**What the task asks:** The task calls for each line of the records below in which the word "positions" appears.

**Source records:**
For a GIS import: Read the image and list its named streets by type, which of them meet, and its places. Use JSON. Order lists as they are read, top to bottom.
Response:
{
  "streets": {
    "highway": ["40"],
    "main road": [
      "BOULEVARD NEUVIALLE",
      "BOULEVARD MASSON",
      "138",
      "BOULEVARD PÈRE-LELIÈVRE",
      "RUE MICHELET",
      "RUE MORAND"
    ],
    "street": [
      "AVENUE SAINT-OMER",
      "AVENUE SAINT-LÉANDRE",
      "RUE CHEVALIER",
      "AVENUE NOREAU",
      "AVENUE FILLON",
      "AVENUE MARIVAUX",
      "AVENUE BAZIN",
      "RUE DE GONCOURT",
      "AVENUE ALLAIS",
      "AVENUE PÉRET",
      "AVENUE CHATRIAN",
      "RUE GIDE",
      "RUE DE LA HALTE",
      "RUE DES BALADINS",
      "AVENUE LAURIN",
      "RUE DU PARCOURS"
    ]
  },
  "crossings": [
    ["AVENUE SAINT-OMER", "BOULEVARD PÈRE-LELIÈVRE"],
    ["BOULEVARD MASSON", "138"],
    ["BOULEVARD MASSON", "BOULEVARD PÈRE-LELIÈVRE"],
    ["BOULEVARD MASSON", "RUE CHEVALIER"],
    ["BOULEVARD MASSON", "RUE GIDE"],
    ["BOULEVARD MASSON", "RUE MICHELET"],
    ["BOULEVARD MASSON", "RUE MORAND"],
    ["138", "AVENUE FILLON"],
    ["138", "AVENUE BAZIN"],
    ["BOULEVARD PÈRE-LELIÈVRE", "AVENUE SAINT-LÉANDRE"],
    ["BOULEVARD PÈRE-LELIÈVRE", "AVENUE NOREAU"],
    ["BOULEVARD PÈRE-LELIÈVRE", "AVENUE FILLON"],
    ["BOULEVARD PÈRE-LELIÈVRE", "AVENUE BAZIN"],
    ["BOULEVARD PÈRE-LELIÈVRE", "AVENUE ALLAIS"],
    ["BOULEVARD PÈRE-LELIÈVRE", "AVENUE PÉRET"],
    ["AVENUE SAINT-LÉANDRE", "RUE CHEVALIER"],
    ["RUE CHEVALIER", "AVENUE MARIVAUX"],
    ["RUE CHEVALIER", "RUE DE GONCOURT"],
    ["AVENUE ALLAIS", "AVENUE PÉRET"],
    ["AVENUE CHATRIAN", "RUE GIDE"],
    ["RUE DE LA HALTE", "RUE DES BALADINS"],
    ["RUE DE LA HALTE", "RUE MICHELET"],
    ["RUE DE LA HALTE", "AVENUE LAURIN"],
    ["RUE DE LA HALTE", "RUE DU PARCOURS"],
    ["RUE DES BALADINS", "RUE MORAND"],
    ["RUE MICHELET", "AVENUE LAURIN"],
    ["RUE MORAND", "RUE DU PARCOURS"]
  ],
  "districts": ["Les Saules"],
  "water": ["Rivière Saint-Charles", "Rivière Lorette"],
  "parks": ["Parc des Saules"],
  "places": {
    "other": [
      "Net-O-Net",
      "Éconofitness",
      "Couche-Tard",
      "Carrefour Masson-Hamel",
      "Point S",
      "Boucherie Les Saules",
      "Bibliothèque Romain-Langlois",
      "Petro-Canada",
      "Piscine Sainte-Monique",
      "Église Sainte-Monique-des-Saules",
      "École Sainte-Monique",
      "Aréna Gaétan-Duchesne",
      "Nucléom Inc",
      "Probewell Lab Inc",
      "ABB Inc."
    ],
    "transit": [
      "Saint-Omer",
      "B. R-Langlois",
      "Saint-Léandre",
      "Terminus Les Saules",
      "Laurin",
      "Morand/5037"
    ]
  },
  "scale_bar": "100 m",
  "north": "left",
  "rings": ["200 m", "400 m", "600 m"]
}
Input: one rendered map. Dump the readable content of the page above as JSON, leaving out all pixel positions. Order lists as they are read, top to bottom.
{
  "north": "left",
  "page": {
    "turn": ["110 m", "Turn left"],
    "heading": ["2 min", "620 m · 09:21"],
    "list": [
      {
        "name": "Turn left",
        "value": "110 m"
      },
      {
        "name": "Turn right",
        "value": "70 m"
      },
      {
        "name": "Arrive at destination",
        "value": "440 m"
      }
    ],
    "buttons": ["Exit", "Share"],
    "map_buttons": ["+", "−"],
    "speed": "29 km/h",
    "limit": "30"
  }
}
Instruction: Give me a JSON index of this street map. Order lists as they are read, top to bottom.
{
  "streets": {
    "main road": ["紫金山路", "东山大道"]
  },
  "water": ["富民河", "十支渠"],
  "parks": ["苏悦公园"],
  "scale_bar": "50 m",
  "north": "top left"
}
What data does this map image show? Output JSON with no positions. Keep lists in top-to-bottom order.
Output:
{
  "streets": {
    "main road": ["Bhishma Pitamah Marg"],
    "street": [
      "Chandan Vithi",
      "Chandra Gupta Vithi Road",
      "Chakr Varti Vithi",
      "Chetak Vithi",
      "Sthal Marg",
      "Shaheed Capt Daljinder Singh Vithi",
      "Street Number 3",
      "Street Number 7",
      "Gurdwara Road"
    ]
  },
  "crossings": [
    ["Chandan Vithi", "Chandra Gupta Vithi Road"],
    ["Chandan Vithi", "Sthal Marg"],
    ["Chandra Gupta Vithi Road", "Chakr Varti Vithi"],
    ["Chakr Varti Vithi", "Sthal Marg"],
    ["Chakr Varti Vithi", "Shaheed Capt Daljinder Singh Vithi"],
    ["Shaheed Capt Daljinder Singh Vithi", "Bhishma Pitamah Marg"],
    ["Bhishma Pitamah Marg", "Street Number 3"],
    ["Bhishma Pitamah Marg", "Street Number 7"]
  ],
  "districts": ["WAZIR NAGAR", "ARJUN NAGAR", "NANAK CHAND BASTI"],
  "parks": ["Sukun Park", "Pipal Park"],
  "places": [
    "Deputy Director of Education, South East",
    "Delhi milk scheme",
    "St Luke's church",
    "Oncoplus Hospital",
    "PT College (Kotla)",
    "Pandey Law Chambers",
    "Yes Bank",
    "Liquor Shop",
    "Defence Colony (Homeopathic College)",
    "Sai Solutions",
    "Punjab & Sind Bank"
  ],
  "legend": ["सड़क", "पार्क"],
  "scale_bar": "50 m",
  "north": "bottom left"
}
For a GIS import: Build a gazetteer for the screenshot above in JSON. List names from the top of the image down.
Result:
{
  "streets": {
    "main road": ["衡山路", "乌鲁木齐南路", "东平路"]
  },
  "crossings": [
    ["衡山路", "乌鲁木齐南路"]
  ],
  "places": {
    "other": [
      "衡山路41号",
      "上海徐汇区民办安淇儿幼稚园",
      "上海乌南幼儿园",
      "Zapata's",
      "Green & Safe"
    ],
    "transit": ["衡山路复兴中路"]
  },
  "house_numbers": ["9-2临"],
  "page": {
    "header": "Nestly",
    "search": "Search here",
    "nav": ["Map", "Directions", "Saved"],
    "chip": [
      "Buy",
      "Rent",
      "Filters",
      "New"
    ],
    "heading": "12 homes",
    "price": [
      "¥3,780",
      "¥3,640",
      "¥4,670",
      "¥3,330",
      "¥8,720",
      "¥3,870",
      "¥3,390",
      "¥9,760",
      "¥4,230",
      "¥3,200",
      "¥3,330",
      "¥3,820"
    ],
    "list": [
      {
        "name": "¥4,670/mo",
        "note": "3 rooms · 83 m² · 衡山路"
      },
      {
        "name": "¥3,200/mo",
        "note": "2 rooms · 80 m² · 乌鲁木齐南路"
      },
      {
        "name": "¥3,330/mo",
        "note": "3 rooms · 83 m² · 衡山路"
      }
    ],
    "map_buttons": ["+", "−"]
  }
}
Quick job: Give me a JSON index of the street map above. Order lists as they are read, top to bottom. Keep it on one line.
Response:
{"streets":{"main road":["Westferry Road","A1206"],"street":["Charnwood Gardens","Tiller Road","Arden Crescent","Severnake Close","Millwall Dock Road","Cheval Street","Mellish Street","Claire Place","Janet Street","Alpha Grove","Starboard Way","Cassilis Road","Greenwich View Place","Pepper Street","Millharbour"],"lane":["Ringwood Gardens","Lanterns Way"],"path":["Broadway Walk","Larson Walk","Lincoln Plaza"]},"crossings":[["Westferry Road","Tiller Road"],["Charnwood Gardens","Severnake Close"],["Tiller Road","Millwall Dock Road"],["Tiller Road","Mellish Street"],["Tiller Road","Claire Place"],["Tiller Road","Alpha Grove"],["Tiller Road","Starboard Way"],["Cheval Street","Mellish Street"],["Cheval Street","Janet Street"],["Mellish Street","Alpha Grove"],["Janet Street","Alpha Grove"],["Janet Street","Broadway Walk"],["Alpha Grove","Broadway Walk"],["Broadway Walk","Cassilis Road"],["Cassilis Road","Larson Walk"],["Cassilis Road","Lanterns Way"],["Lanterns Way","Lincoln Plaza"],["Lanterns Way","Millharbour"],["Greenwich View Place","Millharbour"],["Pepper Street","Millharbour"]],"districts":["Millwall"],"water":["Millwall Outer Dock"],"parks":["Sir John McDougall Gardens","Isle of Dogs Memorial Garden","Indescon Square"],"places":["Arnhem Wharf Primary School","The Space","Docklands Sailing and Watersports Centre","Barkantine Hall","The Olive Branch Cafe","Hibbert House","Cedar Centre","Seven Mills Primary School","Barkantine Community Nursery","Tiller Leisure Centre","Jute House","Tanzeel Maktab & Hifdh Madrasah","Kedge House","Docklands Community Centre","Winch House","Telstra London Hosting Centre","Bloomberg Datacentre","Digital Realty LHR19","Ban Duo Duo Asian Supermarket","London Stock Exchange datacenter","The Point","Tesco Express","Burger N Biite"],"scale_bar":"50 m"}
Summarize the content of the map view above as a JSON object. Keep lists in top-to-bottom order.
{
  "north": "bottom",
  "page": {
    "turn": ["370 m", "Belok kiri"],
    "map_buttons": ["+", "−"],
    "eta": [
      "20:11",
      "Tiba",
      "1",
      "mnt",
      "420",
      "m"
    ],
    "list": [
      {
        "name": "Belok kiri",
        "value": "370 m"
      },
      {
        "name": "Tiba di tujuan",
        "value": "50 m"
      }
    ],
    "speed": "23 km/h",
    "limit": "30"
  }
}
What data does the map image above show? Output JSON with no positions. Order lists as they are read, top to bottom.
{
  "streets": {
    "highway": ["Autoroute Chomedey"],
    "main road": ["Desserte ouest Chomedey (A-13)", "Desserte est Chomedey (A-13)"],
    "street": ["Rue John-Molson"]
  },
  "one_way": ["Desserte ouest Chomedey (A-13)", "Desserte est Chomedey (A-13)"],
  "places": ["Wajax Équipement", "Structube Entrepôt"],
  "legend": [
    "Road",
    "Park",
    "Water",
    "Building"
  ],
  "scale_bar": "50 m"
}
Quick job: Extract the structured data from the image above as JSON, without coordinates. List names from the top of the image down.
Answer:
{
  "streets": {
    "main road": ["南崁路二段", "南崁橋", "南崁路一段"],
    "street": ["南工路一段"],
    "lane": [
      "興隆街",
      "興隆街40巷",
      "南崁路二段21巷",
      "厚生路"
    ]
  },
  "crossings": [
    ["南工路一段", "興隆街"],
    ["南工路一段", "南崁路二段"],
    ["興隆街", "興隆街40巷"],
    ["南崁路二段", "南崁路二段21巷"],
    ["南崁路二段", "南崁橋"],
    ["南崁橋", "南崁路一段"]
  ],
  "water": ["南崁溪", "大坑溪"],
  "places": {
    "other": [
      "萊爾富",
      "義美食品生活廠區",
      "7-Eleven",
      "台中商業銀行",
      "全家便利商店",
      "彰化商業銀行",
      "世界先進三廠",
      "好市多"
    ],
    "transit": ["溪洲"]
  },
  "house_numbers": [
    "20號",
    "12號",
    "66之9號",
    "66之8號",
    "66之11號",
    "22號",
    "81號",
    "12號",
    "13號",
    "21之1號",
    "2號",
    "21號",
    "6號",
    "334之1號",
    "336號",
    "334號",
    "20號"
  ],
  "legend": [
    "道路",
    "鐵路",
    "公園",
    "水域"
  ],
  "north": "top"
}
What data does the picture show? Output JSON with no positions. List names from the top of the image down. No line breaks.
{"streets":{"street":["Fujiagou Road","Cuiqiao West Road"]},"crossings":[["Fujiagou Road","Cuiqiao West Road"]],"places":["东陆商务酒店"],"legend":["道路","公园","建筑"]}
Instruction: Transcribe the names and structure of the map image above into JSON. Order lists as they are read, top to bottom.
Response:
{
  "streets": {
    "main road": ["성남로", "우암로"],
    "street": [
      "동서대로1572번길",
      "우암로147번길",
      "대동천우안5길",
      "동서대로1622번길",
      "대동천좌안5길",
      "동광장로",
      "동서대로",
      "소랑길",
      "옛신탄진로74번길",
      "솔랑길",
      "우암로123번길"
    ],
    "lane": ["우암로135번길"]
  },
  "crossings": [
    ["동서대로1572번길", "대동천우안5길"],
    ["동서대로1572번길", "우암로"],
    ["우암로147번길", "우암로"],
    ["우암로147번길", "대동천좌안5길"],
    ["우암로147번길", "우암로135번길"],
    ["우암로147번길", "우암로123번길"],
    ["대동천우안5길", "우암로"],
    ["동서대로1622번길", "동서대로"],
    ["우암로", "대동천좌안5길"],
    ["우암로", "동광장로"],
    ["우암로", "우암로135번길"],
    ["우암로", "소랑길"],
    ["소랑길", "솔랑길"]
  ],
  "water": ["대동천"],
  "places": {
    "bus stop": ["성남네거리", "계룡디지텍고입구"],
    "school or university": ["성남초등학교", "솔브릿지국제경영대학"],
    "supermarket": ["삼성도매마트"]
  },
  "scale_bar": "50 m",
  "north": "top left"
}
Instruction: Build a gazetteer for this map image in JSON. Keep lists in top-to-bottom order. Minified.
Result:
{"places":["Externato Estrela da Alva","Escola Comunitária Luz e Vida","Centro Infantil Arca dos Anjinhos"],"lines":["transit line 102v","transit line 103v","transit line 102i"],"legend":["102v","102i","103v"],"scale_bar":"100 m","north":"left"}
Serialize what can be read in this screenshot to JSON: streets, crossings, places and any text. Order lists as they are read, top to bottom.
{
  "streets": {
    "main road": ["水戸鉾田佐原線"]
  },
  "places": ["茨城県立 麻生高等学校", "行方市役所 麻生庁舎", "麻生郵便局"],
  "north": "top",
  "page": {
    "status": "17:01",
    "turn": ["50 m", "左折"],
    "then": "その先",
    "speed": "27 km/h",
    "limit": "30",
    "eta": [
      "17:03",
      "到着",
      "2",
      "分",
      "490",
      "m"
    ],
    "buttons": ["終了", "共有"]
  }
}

**Result of the exercise:**
Input: one rendered map. Dump the readable content of the page above as JSON, leaving out all pixel positions. Order lists as they are read, top to bottom.
What data does this map image show? Output JSON with no positions. Keep lists in top-to-bottom order.
What data does the map image above show? Output JSON with no positions. Order lists as they are read, top to bottom.
What data does the picture show? Output JSON with no positions. List names from the top of the image down. No line breaks.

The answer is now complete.